Matty came in a little later. "Werner Herzog's back there in the back." "What's that asshole doing here?" "He's having dinner with some of Hatrack's crowd--Pa-pa-pa-paco is back there, and Mike Roddy." "Mike Roddy; that little prick; Rick's pissed at him." "Why's that?" Matty told me the story. I didn't know whether to believe it or not. Yes, that was true; yes, that was true also; and, yes, I knew that, but, no, I didn't know the part that had made Rick so mad.
How related we are whether we know it or not.
And then Matty and I threw Werner Herzog back in the Rhine of his mind and I said, "Matty, what the fuck's the matter, man, you look aggravated." "Shit." "Shit, OK, shit." "That fuckin' Lester fuckin' Bangs.
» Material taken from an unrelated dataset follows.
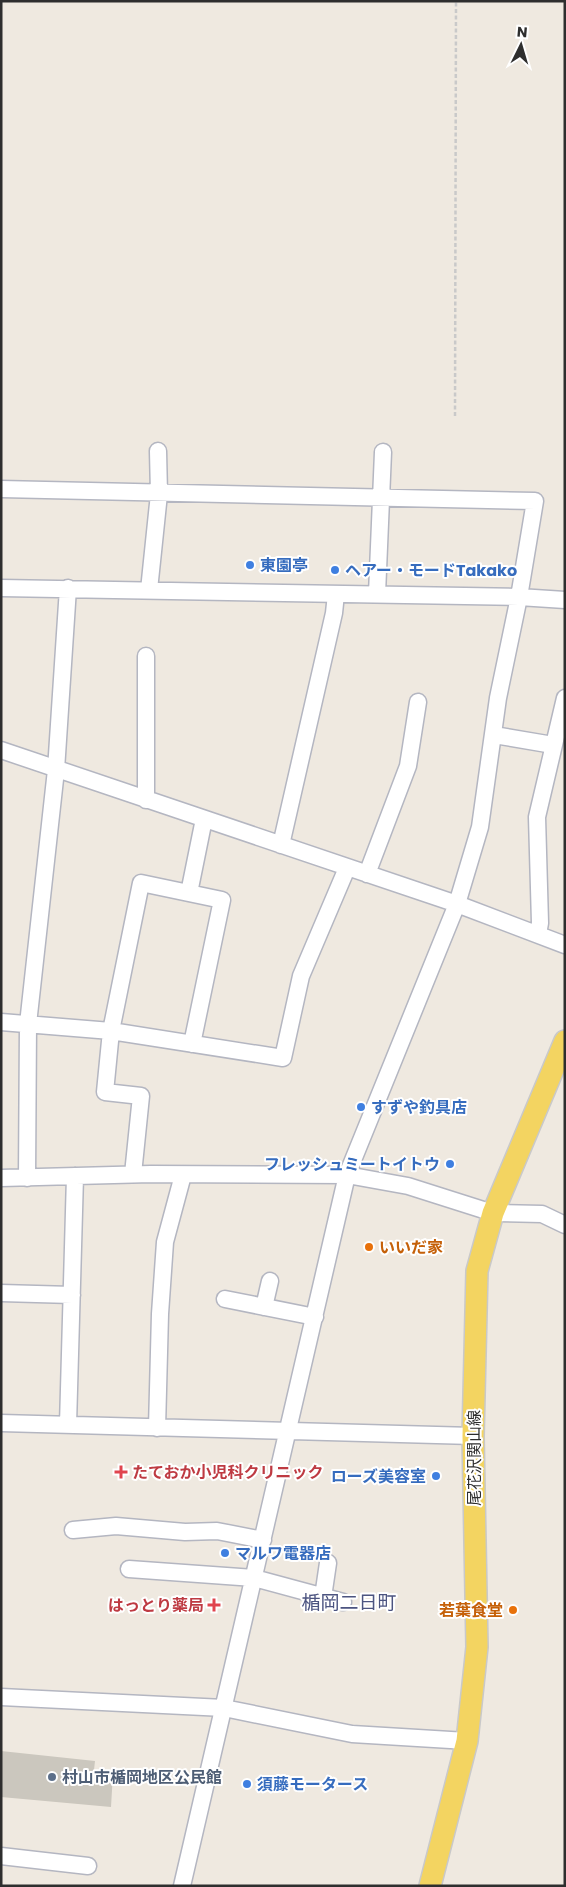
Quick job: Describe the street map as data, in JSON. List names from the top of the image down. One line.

That bastard." "Hey, he's your bread and butter." Matty looked at me with one of his dumbass Brooklyn Jew stares, through his Buddy Holly black-rimmed glasses all these guys wore--I'm telling you, they all looked alike, dressed alike, were skinny alike, and liked the same kind of Debbie Harry-type slinky babes, Jersey babes were just fine with these guys--and all this time Matty had an ex-wife upstate with a Little Matty up there, too; Matty you son of a bitch; and I'd been married but I'd never knocked my wife up; she hated kids and so did I; Matty had never mentioned his past around me--not even the fact he'd been to Brooklyn College and had a music degree; Jesus Christ the guitar player was also reticent about his past--one day when I showed surprise that he had made a pretty fuckin' good arrangement of one of my tunes he'd rewritten--this was for a later band he and I didn't form but another dude formed, a drummer friend I haven't mentioned yet; in fact, he's really not a character in this tale--so he's deleted--though I do have to complete the thought and say he did later form a great band, a downtown cult band, that Jesus Christ and I were eventually reunited in--but when I showed this surprise, "Damn, man, that's damn good composition, man," he looked at me down his fucking nose and said, "I should be good at composition, I spent three years at the High School of the Performing Arts." "Get outta heah!" I'd never heard that. That's what I mean and have been meaning throughout this thing and what I meant when I gobbled up Debbie Harry's seeing her characters as on parallel lines and no matter how close they get to each other they never CONNECT--they never really know another person. Here I was so close to Lester Bangs and YET.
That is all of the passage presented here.